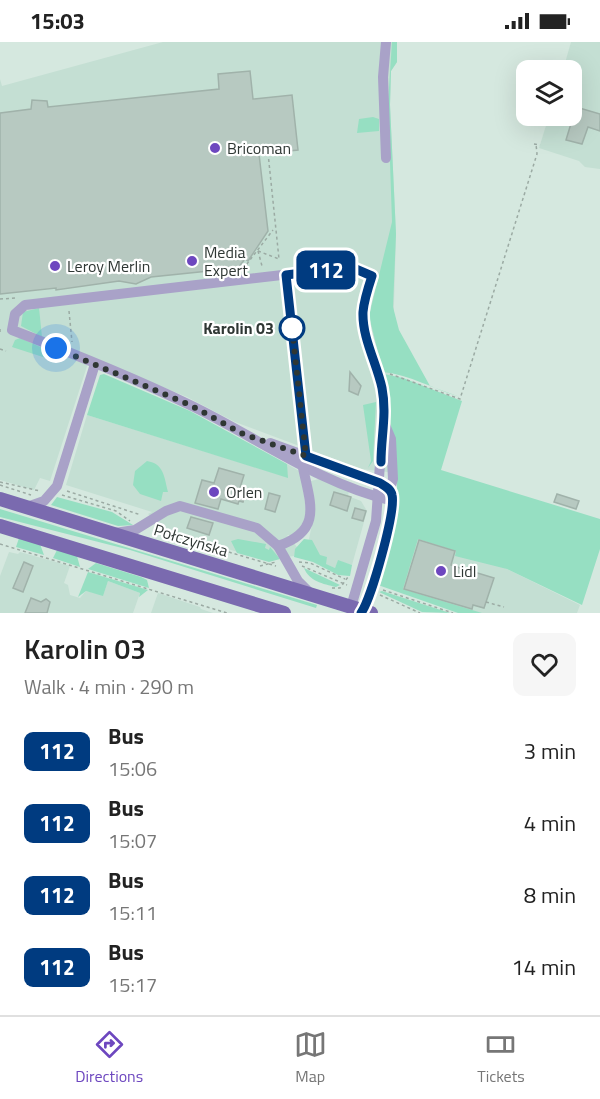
<!DOCTYPE html>
<html lang="en">
<head>
<meta charset="utf-8">
<style>
  body { margin:0; font-family:"Titillium Web",sans-serif; background:#f6f6f6; color:#222; height:100vh; display:flex; flex-direction:column; font-size:22px; white-space:nowrap }
  * { box-sizing:border-box; margin:0 }
  p { font-size:20px; color:#767676 }
  .icon { flex:none; width:33px; height:33px; fill:none; stroke:currentColor; stroke-width:2; stroke-linecap:round; stroke-linejoin:round }
  .map { position:relative; height:571px; overflow:hidden }
  .panel { display:flex; flex-direction:column; background:#fff; flex:1 }
  .panel>* { flex:none }
  .badge { padding:0 12px; border-radius:9px; font-size:21px; line-height:39px }
  .controls { position:absolute; left:516px; top:18px; display:grid; gap:12px }
  .controls a { display:grid; place-items:center; width:66px; height:66px; border-radius:12px; background:#fff; box-shadow:0 6px 24px #0002; font-size:30px }
  .you { position:absolute; width:30px; height:30px; margin:-15px; border:4px solid #fff; border-radius:50%; background:#1a73e8; box-shadow:0 0 0 9px #1a73e833 }
  .map>.badge { position:absolute; translate:-50% -50%; box-shadow:0 0 0 3px #fff }
  .round { display:grid; place-items:center; flex:none; width:63px; height:63px; border-radius:12px; background:#f6f6f6 }
  .headline { display:flex; align-items:center; justify-content:space-between; height:102px; padding:0 24px }
  h1 { font-size:28px; font-weight:600; line-height:45px }
  ul { padding:0; list-style:none }
  li { display:flex; align-items:center; gap:18px; height:72px; padding:0 24px }
  li div { flex:1 }
  li b { display:block; font-size:22px }
  li em { font-style:normal }
  li .badge { min-width:66px; font-weight:700; text-align:center }
  .status { display:flex; justify-content:space-between; align-items:center; height:42px; padding:0 30px; background:#fff; direction:ltr }
  .status svg { height:16px; fill:currentColor }
  .tabs { display:flex; justify-content:space-around; align-items:center; height:84px; border-top:2px solid #e0e0e0; background:#fff; font-size:16px; color:#767676 }
  .tabs a { display:grid; justify-items:center; gap:3px }
  .tabs .active { color:#6d47bf }
  .map>svg:first-child { display:block }
  .built { fill:#c4dfd3 }
  .green { fill:#96dfc2 }
  .building { fill:#b7c9c1; stroke:#a0b2aa; stroke-width:1.5 }
  .lines { fill:none; stroke-linecap:round; stroke-linejoin:round }
  .path { stroke:#9baaa3; stroke-width:1.5; stroke-dasharray:3 3; stroke-linecap:butt }
  .minor { stroke:#a9a2c8; stroke-width:10 }
  .major { stroke:#7a6aaf; stroke-width:14 }
  .line-casing { stroke:#fff; stroke-width:14 }
  .line { stroke:#003b80; stroke-width:9 }
  .walk { stroke:#2f3734; stroke-width:6; stroke-dasharray:0 10.8 }
  .poi-dot { fill:#6d47bf; stroke:#fff; stroke-width:2 }
  .stop-dot { fill:#fff; stroke:#003b80; stroke-width:3 }
  .labels { text-anchor:middle; dominant-baseline:central; stroke-width:4.5; stroke-linejoin:round; paint-order:stroke }
  .poi-label { font-size:16px; fill:#2f3734; stroke:#fff; text-anchor:start }
  .stop-label { font-size:16px; font-weight:bold; fill:#2f3734; stroke:#fff; text-anchor:end }
  .street-label { font-size:16px; fill:#2f3734; stroke:#fff }
</style>
</head>
<body>
<div class="status"><b>15:03</b><svg viewBox="0 0 49 12"><path d="M0 12V9h3v3zM5 12V6h3v6zM10 12V3h3v9zM15 12V0h3v12zM26 1h20v11H26zM47 4h2v5h-2z"/></svg></div>
<div class="map">
<svg width="600" height="571" viewBox="0 0 600 571">
  <rect width="100%" height="100%" fill="#d5e8df"/>
  <g class="built">
    <polygon points="163,0 397,0 397,20 391,29 390,63 396,192 392,333 397,431 361,427 235,380 187,355 90,315 50,439 40,436 34,448 0,438 0,37 2,44"/>
    <polygon points="571,0 600,0 600,127 585,125 579,119 539,106 549,74 572,74 572,28 563,28"/>
    <polygon points="87,373 287,435 287,422 301,430 307,475 294,493 287,493 297,505 294,514 265,518 159,487 159,481 148,472 152,470 66,443"/>
    <polygon points="319,437 349,449 348,454 361,459 367,469 352,523 338,519 335,526 325,522 309,497 314,473 311,439"/>
    <polygon points="399,474 580,563 577,571 480,571 384,541"/>
    <polygon points="9,510 18,512 20,510 70,524 64,541 68,543 70,553 80,556 86,549 103,553 108,539 140,551 133,571 0,571 0,534"/>
    <polygon points="158,551 200,565 201,567 213,571 151,571"/>
  </g>
  <g class="green">
    <path d="M392,0h5v20l-6,9 -1,34 6,129 -3,73 6,23 31,56 30,11c-26,-8 -50,-22 -77,-25l-14,-56 23,-94 -4,-119z"/>
    <polygon points="373,75 379,77 379,89 357,91 359,77"/>
    <polygon points="39,266 42,295 21,284 23,270"/>
    <polygon points="20,296 45,307 46,316 12,305 15,298"/>
    <polygon points="104,332 190,369 287,422 288,436 87,373 100,333"/>
    <polygon points="384,332 403,336 462,359 441,428 600,477 600,507 582,563 507,527 455,514 456,509 418,497 403,547 482,571 458,571 378,543 397,464 397,431"/>
    <polygon points="376,360 373,419 368,426 371,419 363,363"/>
    <path d="M147,419c17,3 17,15 21,31h-5l-2,9 -21,-7 -7,-9 2,-14z"/>
    <polygon points="57,455 112,470 133,483 118,484 51,463"/>
    <polygon points="0,467 317,563 316,566 130,508 0,475"/>
    <polygon points="19,496 40,502 44,513 16,505"/>
    <polygon points="238,497 266,502 265,506 269,508 270,505 280,517 269,520 237,511 231,499"/>
    <polygon points="304,497 312,498 320,513 327,515 326,522 335,526 338,518 352,523 350,534 338,533 313,520 294,515 295,507"/>
    <polygon points="57,508 77,514 80,525 53,516"/>
    <polygon points="96,521 141,535 147,538 149,546 88,527"/>
    <path d="M304,526l36,17 -4,2c-13,-3 -27,-6 -32,-19z"/>
    <polygon points="88,530 148,548 139,555 140,551 108,539 103,554 86,549 78,555"/>
    <polygon points="382,549 450,571 422,570 379,550"/>
  </g>
  <g class="building">
    <polygon points="250,29 253,57 292,53 298,108 259,112 268,189 248,219 245,217 238,226 151,235 136,242 119,239 56,248 56,246 0,252 0,71 31,67 32,58 47,59 48,65 219,47 218,32"/>
    <polygon points="576,65 600,72 600,89 588,85 582,102 566,98"/>
    <polygon points="350,330 361,344 358,353 349,349"/>
    <polygon points="219,426 244,433 239,449 246,451 243,460 239,459 238,462 221,457 218,467 195,461 202,438 214,441"/>
    <polygon points="334,450 351,455 347,469 330,463"/>
    <polygon points="269,451 280,454 275,470 265,467"/>
    <polygon points="557,452 579,459 576,467 554,460"/>
    <polygon points="355,466 366,469 363,479 352,476"/>
    <polygon points="191,475 213,481 209,493 187,486"/>
    <polygon points="419,498 455,509 451,523 494,536 484,566 473,563 472,567 404,547"/>
    <polygon points="24,520 33,524 23,550 13,546"/>
    <polygon points="31,556 41,560 46,557 50,560 47,571 25,571"/>
  </g>
  <g class="lines">
    <g class="path">
      <polyline points="534,102 540,103"/>
      <polyline points="258,209 279,217 268,111"/>
      <polyline points="258,209 262,224"/>
      <polyline points="243,227 273,188"/>
      <polyline points="0,257 17,256"/>
      <polyline points="69,269 72,300"/>
      <polyline points="0,287 0,293"/>
      <polyline points="0,307 6,309"/>
      <polyline points="390,332 460,357 537,112 536,102"/>
      <polyline points="0,440 40,449"/>
      <polyline points="0,443 31,453"/>
      <polyline points="67,449 141,473"/>
      <polyline points="62,453 116,469 130,479"/>
      <polyline points="154,488 276,524"/>
      <polyline points="0,502 227,571"/>
      <polyline points="299,520 310,521 345,537"/>
      <polyline points="260,524 276,520"/>
      <polyline points="302,524 347,543"/>
      <polyline points="332,546 340,546 348,535"/>
      <polyline points="383,548 453,571"/>
      <polyline points="380,553 420,571"/>
      <polyline points="486,560 504,565"/>
    </g>
    <g class="minor">
      <polyline points="386,0 383,35 386,116"/>
      <polyline points="286,233 306,414"/>
      <path d="M270,401l110,40 10,6c7,18 -17,109 -29,124"/>
      <path d="M390,447l3,-10 -2,-40 -6,-14 -3,-37 -18,-65v-19l8,-28 -21,-9 -326,38 -10,9 -3,16c60,23 120,47 178,75 67,32 129,79 203,96"/>
      <polyline points="27,465 44,459 57,444 95,322"/>
      <polyline points="115,491 135,488 166,469 180,464 257,486 278,504 298,539 312,553"/>
      <path d="M278,504c44,-15 33,-41 25,-78"/>
      <polyline points="352,571 351,565 376,479 382,393 385,383"/>
    </g>
    <g class="major">
      <polyline points="0,457 371,571"/>
      <polyline points="0,484 284,571"/>
    </g>
  </g>
  <g class="lines">
    <defs>
      <path id="line" d="M361,571c10,-13 35,-102 31,-118 -1,-6 -7,-9 -12,-12l-74,-27 -20,-181 65,-8 21,9c-4,12 -8,24 -9,36 -1,26 14,52 19,76 5,26 -1,49 -1,74"/>
    </defs>
    <use href="#line" class="line-casing"/>
    <use href="#line" class="line"/>
    <polyline class="walk" points="56,306 190,363 243,392 306,414 292,286"/>
  </g>
  <g class="poi-dot">
    <circle cx="215" cy="106" r="6"/>
    <circle cx="192" cy="219" r="6"/>
    <circle cx="55" cy="224" r="6"/>
    <circle cx="214" cy="450" r="6"/>
    <circle cx="441" cy="529" r="6"/>
  </g>
  <circle class="stop-dot" cx="292" cy="286" r="12"/>
  <g class="labels">
    <g class="poi-label">
      <text x="227" y="106">Bricoman</text>
      <text x="204" y="210">Media<tspan x="204" dy="18">Expert</tspan></text>
      <text x="67" y="224">Leroy Merlin</text>
      <text x="226" y="450">Orlen</text>
      <text x="453" y="529">Lidl</text>
    </g>
    <g class="stop-label">
      <text x="274" y="286">Karolin 03</text>
    </g>
    <g class="street-label">
      <text transform="translate(191 498) rotate(17)">Połczyńska</text>
    </g>
  </g>
</svg>
<div class="controls">
<a><svg class="icon" aria-label="layers" viewBox="0 0 24 24"><path d="M12 4l9 5-9 5-9-5zM3 14l9 5 9-5"/></svg></a>
</div>
<div class="you" style="left:56px;top:306px"></div>
<b class="badge" style="left:326px;top:228px;background:#003b80;color:#fff">112</b>
</div>
<section class="panel">
<div class="headline"><div><h1>Karolin 03</h1><p>Walk · 4 min · 290 m</p></div><a class="round"><svg class="icon" aria-label="heart" viewBox="0 0 24 24"><path d="M12 20l-8-8c-3-5 5-10 8-4 3-6 11-1 8 4z"/></svg></a></div>
<ul>
<li><span class="badge" style="background:#003b80;color:#fff">112</span><div><b>Bus</b><p>15:06</p></div><em>3 min</em></li>
<li><span class="badge" style="background:#003b80;color:#fff">112</span><div><b>Bus</b><p>15:07</p></div><em>4 min</em></li>
<li><span class="badge" style="background:#003b80;color:#fff">112</span><div><b>Bus</b><p>15:11</p></div><em>8 min</em></li>
<li><span class="badge" style="background:#003b80;color:#fff">112</span><div><b>Bus</b><p>15:17</p></div><em>14 min</em></li>
</ul>
</section>
<nav class="tabs">
<a class="active"><svg class="icon" aria-label="directions" viewBox="0 0 24 24"><path d="M12 3l9 9-9 9-9-9zM9 14v-3h6M13 9l2 2-2 2"/></svg>Directions</a>
<a><svg class="icon" aria-label="map" viewBox="0 0 24 24"><path d="M3 6l6-2 6 2 6-2v14l-6 2-6-2-6 2zM9 4v14M15 6v14"/></svg>Map</a>
<a><svg class="icon" aria-label="tickets" viewBox="0 0 24 24"><path d="M3 7h18v10H3zM15 7v10"/></svg>Tickets</a>
</nav>
</body>
</html>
-- -- --
**What is expected:**
Go through the listing and copy each line that includes the string "weight".

**Reply:**
  h1 { font-size:28px; font-weight:600; line-height:45px }
  li .badge { min-width:66px; font-weight:700; text-align:center }
  .stop-label { font-size:16px; font-weight:bold; fill:#2f3734; stroke:#fff; text-anchor:end }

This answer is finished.